Stored data entries:

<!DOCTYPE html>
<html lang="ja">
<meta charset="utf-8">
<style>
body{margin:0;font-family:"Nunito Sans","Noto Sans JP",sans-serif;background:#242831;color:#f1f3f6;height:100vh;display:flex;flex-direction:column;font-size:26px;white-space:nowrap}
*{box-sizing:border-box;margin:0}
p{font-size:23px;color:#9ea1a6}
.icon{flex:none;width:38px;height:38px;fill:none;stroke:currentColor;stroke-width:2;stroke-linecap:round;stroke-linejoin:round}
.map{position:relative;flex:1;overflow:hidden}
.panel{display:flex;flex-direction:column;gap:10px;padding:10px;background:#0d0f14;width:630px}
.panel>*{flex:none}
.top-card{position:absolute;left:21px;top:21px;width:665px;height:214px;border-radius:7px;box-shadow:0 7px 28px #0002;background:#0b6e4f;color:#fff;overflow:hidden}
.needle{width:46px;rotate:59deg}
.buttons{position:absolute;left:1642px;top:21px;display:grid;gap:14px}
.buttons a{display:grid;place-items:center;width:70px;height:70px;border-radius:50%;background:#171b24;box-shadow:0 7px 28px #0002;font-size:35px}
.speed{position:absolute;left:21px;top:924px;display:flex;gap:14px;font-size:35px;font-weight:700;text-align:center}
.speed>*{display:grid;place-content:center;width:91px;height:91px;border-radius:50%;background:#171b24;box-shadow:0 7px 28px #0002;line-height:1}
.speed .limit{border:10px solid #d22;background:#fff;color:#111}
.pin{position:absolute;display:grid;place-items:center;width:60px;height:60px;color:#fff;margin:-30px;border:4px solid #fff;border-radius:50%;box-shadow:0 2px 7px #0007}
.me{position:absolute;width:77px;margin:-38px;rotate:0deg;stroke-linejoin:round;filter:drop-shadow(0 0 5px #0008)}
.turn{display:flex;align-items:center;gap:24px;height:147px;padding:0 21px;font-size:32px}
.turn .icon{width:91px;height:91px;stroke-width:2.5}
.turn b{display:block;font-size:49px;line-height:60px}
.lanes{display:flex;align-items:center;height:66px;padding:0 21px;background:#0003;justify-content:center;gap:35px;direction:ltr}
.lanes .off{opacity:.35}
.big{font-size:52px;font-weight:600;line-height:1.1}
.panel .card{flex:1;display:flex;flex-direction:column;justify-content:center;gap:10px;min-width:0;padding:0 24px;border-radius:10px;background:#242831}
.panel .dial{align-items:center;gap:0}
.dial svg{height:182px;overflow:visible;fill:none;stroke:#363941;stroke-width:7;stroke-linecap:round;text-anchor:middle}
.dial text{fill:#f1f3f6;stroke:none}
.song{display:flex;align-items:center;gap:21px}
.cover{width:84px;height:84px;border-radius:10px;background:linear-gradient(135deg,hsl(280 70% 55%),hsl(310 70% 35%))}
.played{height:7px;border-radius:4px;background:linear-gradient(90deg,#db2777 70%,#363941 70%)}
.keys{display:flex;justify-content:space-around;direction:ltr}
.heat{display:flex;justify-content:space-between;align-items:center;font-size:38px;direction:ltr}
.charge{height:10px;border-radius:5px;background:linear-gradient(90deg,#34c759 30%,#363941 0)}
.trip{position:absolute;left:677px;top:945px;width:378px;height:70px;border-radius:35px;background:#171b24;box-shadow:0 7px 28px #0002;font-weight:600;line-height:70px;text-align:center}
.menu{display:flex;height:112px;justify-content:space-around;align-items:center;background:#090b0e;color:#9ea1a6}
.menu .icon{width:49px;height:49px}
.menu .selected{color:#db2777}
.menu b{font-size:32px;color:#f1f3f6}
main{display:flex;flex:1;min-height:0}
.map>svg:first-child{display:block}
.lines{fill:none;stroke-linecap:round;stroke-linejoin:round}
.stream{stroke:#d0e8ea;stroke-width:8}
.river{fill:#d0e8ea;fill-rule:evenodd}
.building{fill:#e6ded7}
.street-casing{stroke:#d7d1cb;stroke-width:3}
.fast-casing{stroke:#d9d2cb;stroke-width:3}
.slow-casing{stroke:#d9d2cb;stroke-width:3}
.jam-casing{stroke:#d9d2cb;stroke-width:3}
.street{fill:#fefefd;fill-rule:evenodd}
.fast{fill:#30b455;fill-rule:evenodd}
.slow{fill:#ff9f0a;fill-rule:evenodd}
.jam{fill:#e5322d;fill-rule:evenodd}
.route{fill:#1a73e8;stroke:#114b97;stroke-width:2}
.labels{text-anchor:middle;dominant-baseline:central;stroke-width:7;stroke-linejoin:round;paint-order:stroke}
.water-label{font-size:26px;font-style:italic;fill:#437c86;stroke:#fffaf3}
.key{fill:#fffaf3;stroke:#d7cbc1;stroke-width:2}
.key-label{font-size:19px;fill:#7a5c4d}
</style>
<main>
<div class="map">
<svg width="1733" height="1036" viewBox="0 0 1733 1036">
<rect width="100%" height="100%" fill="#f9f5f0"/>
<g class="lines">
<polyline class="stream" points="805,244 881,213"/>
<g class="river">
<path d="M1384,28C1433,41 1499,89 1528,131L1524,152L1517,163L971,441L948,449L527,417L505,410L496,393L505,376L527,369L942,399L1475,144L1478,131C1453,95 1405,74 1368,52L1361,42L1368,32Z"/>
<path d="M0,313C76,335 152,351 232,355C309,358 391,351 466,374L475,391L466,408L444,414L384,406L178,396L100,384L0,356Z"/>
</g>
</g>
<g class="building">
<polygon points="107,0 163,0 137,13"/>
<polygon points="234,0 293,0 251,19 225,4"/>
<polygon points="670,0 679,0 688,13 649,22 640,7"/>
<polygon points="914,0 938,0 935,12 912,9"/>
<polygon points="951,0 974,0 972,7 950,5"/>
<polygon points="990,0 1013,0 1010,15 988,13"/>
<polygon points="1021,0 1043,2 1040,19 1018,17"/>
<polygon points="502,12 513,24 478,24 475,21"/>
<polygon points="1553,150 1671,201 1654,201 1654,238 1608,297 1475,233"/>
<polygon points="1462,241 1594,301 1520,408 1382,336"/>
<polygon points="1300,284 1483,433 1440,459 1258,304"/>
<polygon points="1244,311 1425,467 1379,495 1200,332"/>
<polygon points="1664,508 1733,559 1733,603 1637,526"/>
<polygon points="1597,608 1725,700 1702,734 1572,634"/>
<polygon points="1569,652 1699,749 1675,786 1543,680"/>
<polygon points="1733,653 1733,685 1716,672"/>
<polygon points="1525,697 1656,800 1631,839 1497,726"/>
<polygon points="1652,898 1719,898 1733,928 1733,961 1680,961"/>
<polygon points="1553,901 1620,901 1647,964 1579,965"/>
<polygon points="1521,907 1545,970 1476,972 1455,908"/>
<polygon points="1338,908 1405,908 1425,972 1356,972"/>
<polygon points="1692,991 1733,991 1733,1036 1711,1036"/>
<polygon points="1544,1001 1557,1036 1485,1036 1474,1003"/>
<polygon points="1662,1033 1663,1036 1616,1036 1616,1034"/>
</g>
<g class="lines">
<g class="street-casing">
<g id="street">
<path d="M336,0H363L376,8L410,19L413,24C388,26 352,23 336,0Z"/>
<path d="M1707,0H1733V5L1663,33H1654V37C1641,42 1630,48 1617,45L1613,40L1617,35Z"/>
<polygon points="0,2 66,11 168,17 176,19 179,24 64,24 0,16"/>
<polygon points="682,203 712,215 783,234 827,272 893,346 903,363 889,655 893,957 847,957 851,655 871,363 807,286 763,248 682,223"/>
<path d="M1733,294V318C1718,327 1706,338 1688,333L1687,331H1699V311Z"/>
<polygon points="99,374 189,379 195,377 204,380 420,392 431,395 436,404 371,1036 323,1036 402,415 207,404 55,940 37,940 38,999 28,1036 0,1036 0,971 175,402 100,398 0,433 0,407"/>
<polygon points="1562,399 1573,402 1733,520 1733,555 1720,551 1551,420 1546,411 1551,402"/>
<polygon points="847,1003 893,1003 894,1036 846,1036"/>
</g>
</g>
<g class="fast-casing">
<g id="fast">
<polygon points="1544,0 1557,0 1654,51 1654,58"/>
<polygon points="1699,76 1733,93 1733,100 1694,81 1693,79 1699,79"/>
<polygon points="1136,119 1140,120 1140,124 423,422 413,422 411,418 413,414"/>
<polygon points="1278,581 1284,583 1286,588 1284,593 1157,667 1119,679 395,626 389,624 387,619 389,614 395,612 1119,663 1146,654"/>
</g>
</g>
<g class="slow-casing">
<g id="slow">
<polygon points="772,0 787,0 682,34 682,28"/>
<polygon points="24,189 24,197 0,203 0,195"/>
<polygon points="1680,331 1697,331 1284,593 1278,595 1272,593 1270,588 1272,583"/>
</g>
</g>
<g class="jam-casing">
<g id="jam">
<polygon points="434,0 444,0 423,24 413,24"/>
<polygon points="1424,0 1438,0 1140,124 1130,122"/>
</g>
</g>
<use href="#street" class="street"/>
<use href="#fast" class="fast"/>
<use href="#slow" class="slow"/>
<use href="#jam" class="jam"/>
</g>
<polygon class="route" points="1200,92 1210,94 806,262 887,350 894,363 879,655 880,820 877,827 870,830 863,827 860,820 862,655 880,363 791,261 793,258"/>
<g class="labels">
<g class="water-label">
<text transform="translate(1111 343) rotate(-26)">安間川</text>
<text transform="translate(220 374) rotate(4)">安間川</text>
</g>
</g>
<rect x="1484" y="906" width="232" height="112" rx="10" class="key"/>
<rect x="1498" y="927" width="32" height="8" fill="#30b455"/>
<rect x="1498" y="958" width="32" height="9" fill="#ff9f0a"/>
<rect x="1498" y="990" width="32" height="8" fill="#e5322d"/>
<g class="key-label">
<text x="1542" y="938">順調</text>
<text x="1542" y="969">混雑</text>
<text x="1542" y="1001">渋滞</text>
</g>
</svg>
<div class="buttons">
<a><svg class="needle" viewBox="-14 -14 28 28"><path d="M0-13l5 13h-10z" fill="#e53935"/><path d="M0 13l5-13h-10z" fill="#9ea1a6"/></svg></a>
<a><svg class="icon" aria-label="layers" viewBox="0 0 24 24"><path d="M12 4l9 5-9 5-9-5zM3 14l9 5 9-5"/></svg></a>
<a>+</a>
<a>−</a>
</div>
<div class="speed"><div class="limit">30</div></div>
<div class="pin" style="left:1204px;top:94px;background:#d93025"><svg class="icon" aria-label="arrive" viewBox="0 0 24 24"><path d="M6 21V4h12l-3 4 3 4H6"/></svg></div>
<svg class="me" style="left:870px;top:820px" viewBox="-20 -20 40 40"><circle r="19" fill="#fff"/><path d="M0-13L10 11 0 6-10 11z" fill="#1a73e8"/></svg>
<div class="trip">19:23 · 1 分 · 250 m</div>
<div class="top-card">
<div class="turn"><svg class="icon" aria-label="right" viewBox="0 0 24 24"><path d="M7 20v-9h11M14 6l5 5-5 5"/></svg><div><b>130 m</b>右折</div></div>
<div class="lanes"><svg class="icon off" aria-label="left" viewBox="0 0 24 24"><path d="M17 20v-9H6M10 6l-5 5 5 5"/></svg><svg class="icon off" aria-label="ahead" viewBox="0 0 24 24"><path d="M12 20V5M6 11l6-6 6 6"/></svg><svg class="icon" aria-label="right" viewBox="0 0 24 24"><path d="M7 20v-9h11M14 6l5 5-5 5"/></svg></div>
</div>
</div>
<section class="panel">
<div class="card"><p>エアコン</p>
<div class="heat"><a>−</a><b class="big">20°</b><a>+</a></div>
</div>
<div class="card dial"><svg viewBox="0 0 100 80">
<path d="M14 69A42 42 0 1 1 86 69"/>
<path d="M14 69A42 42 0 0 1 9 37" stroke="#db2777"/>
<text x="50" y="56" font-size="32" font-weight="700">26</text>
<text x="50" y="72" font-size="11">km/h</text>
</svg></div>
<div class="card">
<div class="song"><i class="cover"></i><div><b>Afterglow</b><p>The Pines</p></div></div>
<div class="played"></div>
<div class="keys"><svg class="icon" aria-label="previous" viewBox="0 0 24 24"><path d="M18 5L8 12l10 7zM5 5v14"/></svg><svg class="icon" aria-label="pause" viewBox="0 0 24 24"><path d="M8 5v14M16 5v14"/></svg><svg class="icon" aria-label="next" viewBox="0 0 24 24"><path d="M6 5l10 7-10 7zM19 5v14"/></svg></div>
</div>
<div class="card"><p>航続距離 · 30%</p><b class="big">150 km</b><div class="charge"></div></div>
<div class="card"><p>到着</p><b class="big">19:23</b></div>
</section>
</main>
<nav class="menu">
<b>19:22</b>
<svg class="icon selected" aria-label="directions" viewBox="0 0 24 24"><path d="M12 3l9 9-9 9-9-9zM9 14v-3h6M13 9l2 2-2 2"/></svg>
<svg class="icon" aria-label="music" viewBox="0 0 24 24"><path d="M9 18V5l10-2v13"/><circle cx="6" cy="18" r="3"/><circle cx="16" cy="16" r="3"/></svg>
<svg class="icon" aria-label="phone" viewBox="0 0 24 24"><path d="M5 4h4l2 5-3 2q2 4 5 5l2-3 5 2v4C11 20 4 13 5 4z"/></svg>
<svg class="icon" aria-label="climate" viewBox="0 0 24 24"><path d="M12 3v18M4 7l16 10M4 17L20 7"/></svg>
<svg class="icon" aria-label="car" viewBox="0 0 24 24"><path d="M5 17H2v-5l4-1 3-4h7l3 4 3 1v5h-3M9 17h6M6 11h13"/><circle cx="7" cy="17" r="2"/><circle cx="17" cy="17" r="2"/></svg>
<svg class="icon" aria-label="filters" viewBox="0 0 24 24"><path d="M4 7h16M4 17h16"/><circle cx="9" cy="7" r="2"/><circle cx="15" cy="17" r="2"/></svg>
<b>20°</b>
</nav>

Task details - Return solely the number of lines in the data that include the word "linecap".

Task output - 3